Jakarta, BeritaKorupsi.com - Komisi Pemberantasan Korupsi (KPK) dijadwalkan akan mengumumkan secara resmi status hukum Bupati Pekalongan, Fadia Arafiq, beserta 13 orang lainnya pada hari ini, Rabu. Pengumuman penting ini akan disampaikan kepada publik menyusul rangkaian operasi tangkap tangan (OTT) yang dilakukan KPK beberapa waktu lalu.
Juru Bicara KPK, Budi Prasetyo, menjelaskan bahwa detail lengkap mengenai status hukum para pihak yang terlibat, termasuk sangkaan pasal yang dikenakan, akan diuraikan dalam sebuah konferensi pers. Acara tersebut rencananya akan digelar di Gedung Merah Putih KPK, Jakarta, menarik perhatian luas dari media dan masyarakat.
Meski demikian, Budi belum dapat memberikan informasi lebih lanjut terkait waktu pasti pelaksanaan konferensi pers tersebut. Publik diimbau untuk terus memantau perkembangan resmi dari lembaga antirasuah.
Latar Belakang Operasi Tangkap Tangan
Sebelumnya, pada tanggal 3 Maret 2026, KPK telah mengumumkan keberhasilan rangkaian OTT yang dilakukan selama bulan Ramadhan. Operasi ini menjadi yang ketujuh kalinya dilakukan KPK sepanjang tahun ini, menunjukkan komitmen lembaga dalam memberantas korupsi.

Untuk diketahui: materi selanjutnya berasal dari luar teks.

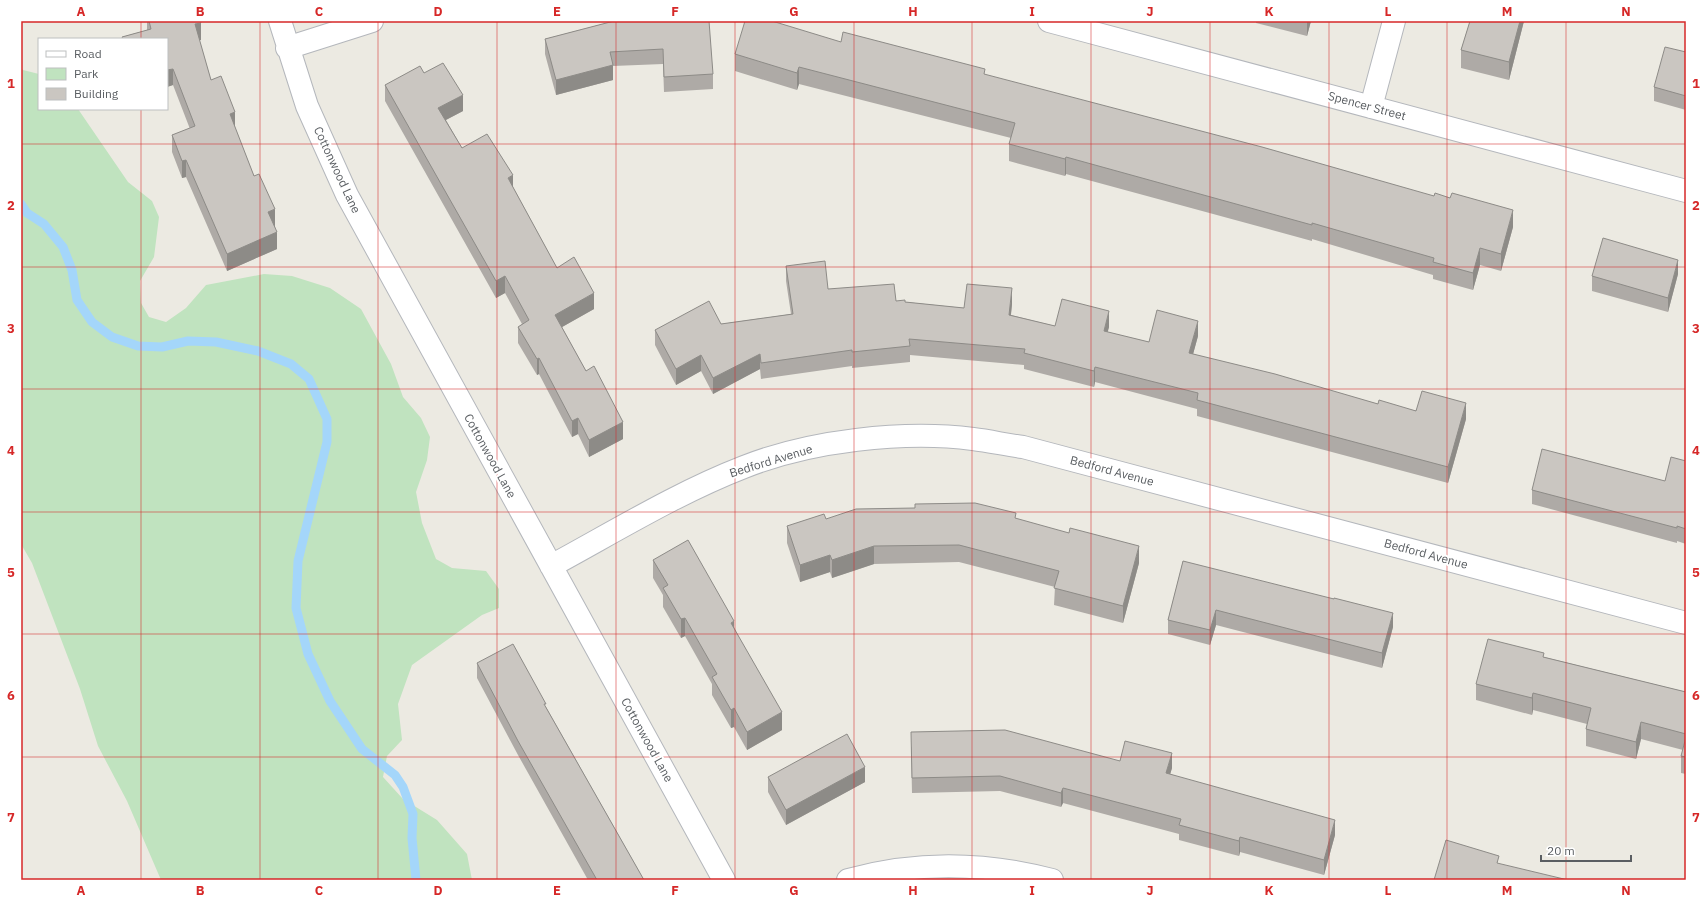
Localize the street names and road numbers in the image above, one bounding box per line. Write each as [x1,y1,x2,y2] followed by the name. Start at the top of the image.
[1327,88,1408,123] street label: Spencer Street
[311,124,364,216] street label: Cottonwood Lane
[461,411,520,501] street label: Cottonwood Lane
[727,441,815,480] street label: Bedford Avenue
[1069,452,1156,489] street label: Bedford Avenue
[1383,535,1470,572] street label: Bedford Avenue
[618,695,677,785] street label: Cottonwood Lane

Dalam OTT tersebut, Bupati Pekalongan Fadia Arafiq ditangkap bersama ajudan dan orang kepercayaannya di wilayah Semarang, Jawa Tengah. Penangkapan ini menjadi sorotan utama mengingat posisi Fadia sebagai kepala daerah.

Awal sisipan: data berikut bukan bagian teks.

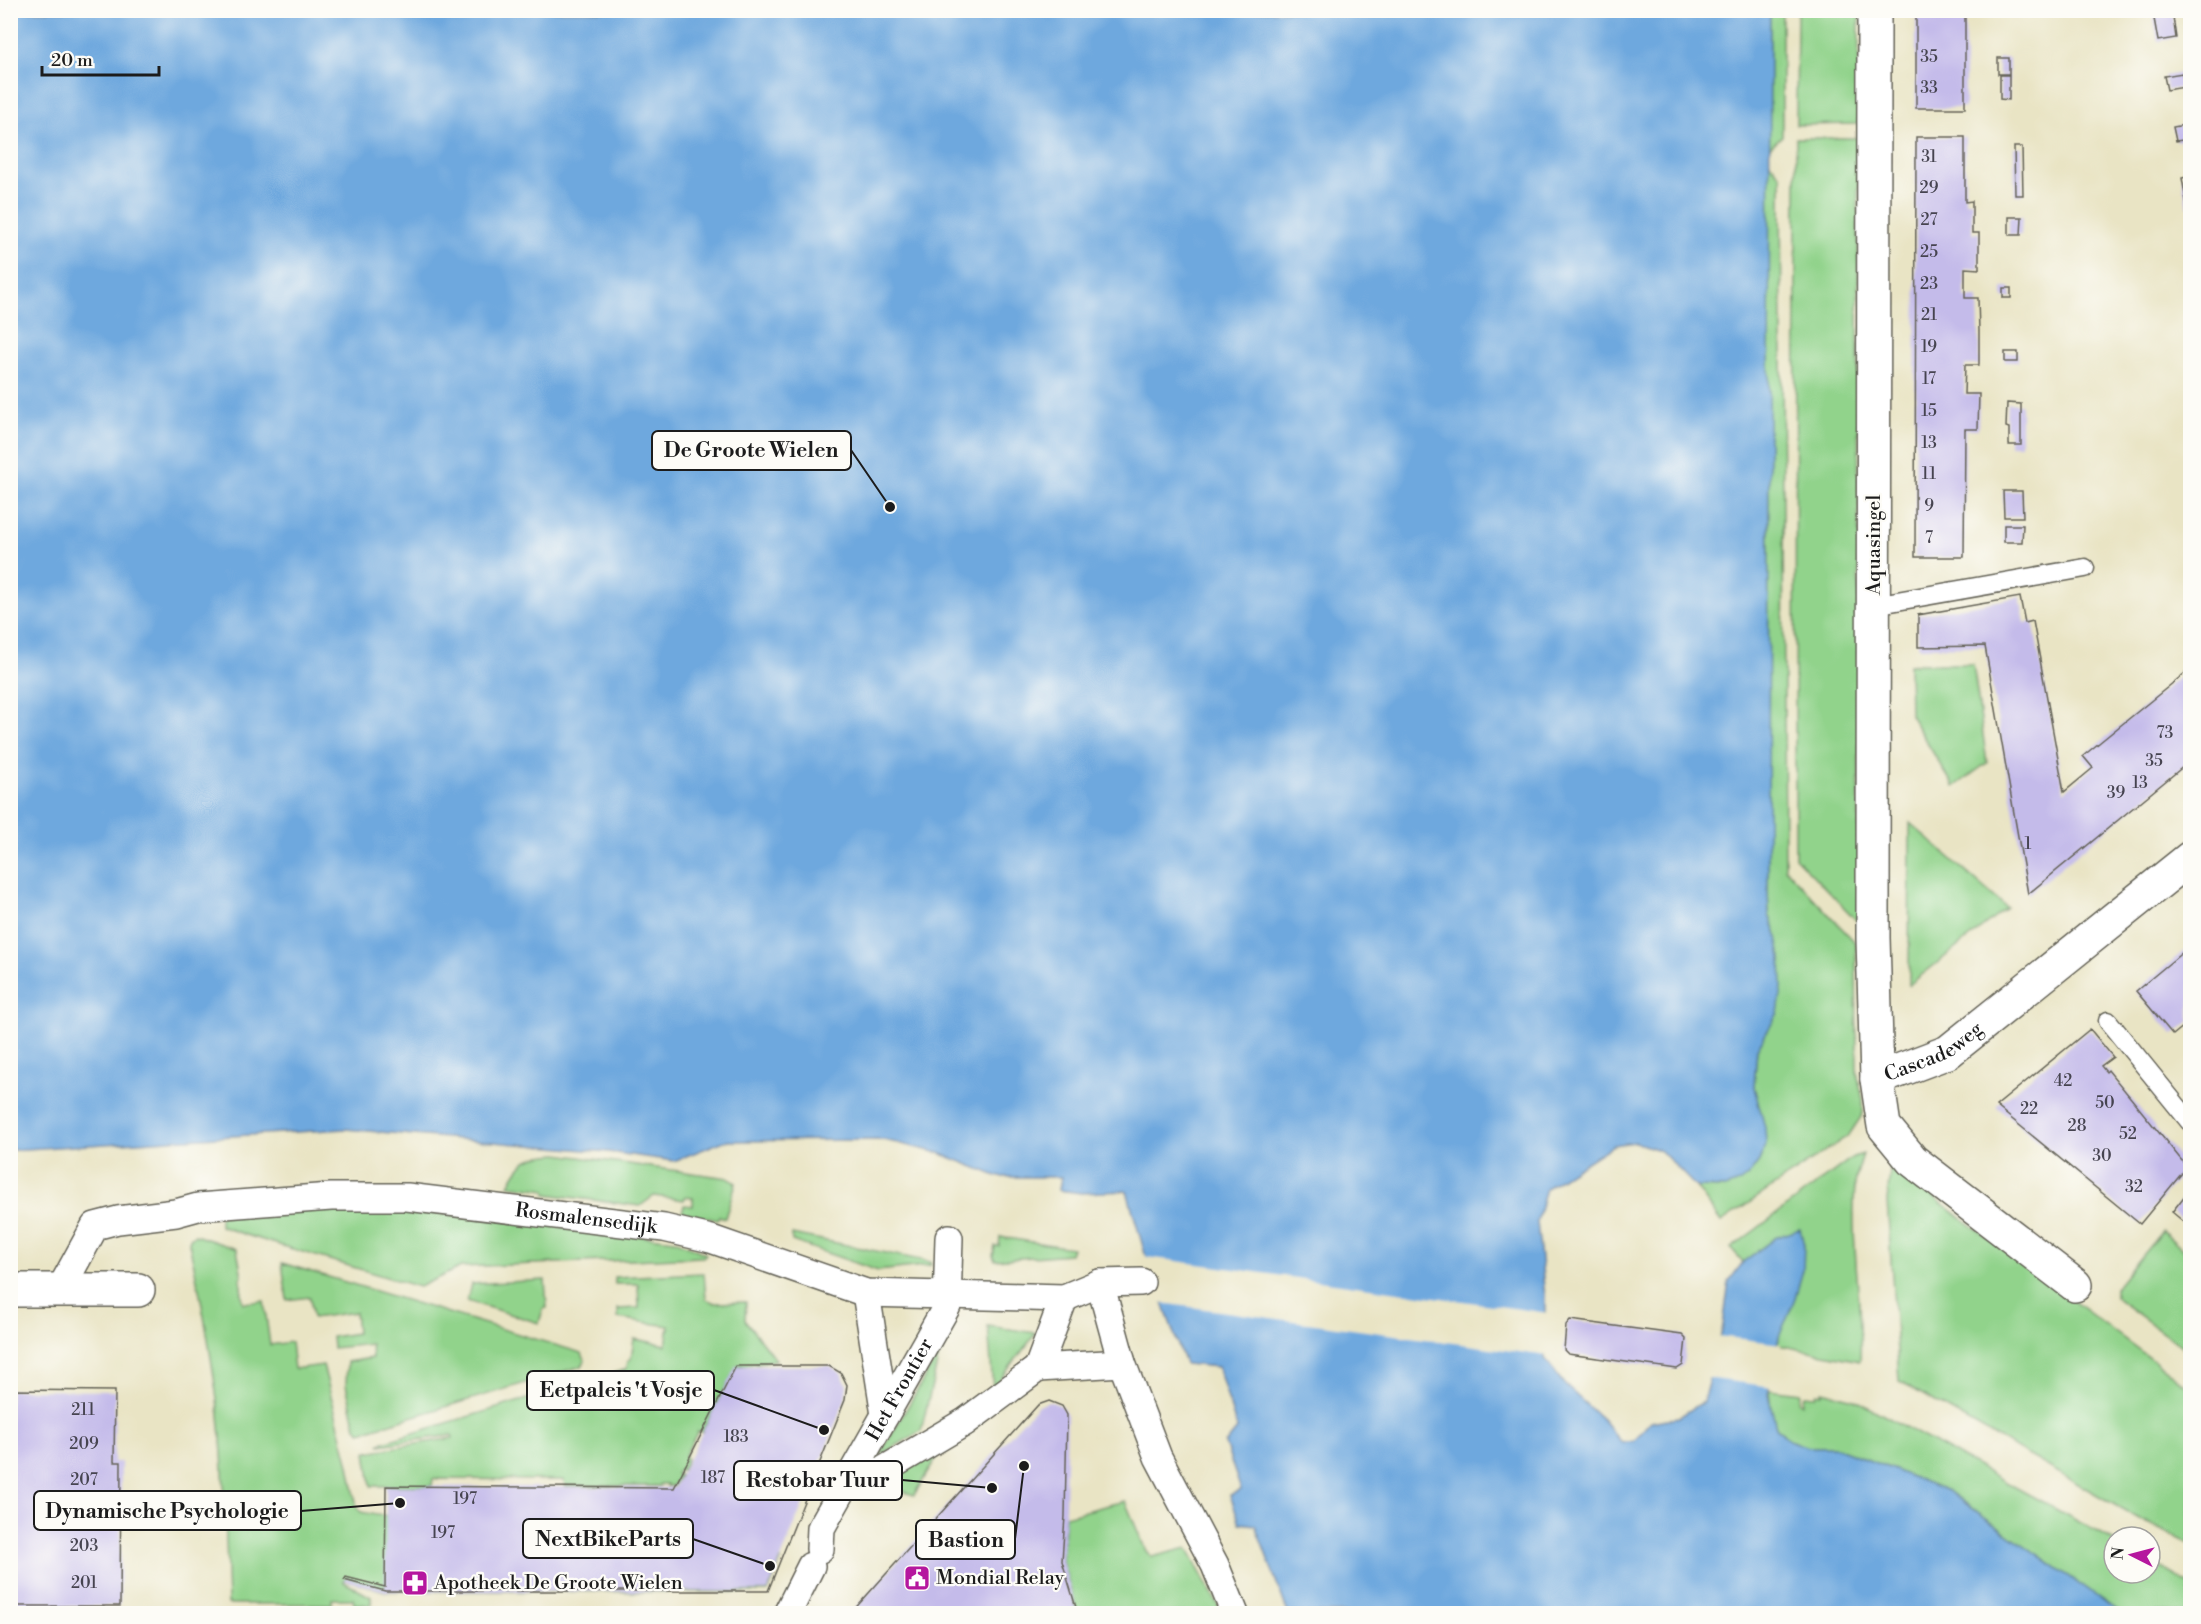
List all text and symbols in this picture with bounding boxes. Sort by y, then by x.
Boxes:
scale bar [42,39,159,77]
house number: 35 [1920,47,1938,67]
text: 20 m [51,49,93,72]
house number: 33 [1920,78,1938,98]
house number: 31 [1921,147,1937,167]
house number: 29 [1920,178,1939,198]
house number: 27 [1920,210,1938,230]
house number: 25 [1920,242,1938,262]
house number: 23 [1920,274,1938,294]
house number: 21 [1921,305,1937,325]
house number: 19 [1921,337,1937,357]
house number: 17 [1922,369,1936,389]
house number: 15 [1921,401,1937,421]
callout: De Groote Wielen [652,431,851,470]
house number: 13 [1921,433,1937,453]
text: De Groote Wielen [664,438,838,464]
house number: 11 [1922,464,1936,484]
street label: Aquasingel [1862,495,1887,596]
house number: 9 [1924,496,1934,516]
house number: 7 [1925,528,1933,548]
house number: 73 [2157,723,2174,743]
house number: 35 [2145,751,2163,771]
house number: 13 [2132,773,2148,793]
house number: 39 [2107,783,2126,803]
house number: 1 [2025,834,2032,854]
street label: Cascadeweg [1881,1016,1989,1088]
house number: 42 [2054,1071,2072,1091]
house number: 50 [2095,1093,2115,1113]
house number: 22 [2020,1099,2038,1119]
house number: 28 [2068,1116,2087,1136]
house number: 52 [2119,1124,2137,1144]
house number: 30 [2092,1146,2112,1166]
house number: 32 [2125,1177,2143,1197]
street label: Rosmalensedijk [514,1198,660,1240]
street label: Het Frontier [860,1334,939,1446]
callout: Eetpaleis 't Vosje [527,1371,714,1410]
text: Eetpaleis 't Vosje [540,1378,702,1404]
house number: 211 [71,1400,95,1420]
house number: 183 [723,1427,749,1447]
house number: 209 [69,1434,99,1454]
callout: Restobar Tuur [734,1461,902,1500]
house number: 187 [701,1468,725,1488]
text: Restobar Tuur [746,1468,890,1494]
house number: 207 [70,1470,98,1490]
house number: 197 [453,1489,477,1509]
callout: Dynamische Psychologie [34,1491,301,1530]
text: Dynamische Psychologie [45,1499,289,1525]
callout: NextBikeParts [523,1519,693,1558]
callout: Bastion [916,1520,1015,1559]
house number: 197 [431,1523,455,1543]
north arrow [2102,1525,2162,1585]
text: NextBikeParts [535,1527,681,1553]
text: Bastion [928,1528,1004,1554]
house number: 203 [70,1536,98,1556]
text: N [2107,1546,2129,1561]
public building icon: Mondial Relay [902,1563,932,1593]
place label: Mondial Relay [936,1566,1065,1591]
pharmacy icon: Apotheek De Groote Wielen [400,1568,430,1598]
place label: Apotheek De Groote Wielen [433,1571,683,1596]
house number: 201 [71,1573,97,1593]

Tidak hanya itu, KPK juga berhasil mengamankan 11 orang lainnya dari Pekalongan, Jawa Tengah, yang diduga terlibat dalam kasus serupa. Salah satu nama penting yang turut ditangkap adalah Sekretaris Daerah (Sekda) Kabupaten Pekalongan, Mohammad Yulian Akbar.
Dugaan Korupsi Pengadaan Outsourcing
KPK mengungkapkan bahwa OTT yang menjerat Fadia Arafiq dan para tersangka lainnya berkaitan erat dengan dugaan kasus korupsi dalam pengadaan tenaga alih daya atau outsourcing. Proyek pengadaan ini diduga terjadi pada beberapa dinas di lingkungan Pemerintah Kabupaten Pekalongan.
Kasus ini menambah daftar panjang kepala daerah yang terjerat kasus korupsi dan menjadi peringatan keras bagi pejabat publik lainnya untuk menjalankan amanah dengan integritas. Masyarakat menantikan transparansi penuh dari KPK terkait penyidikan kasus ini.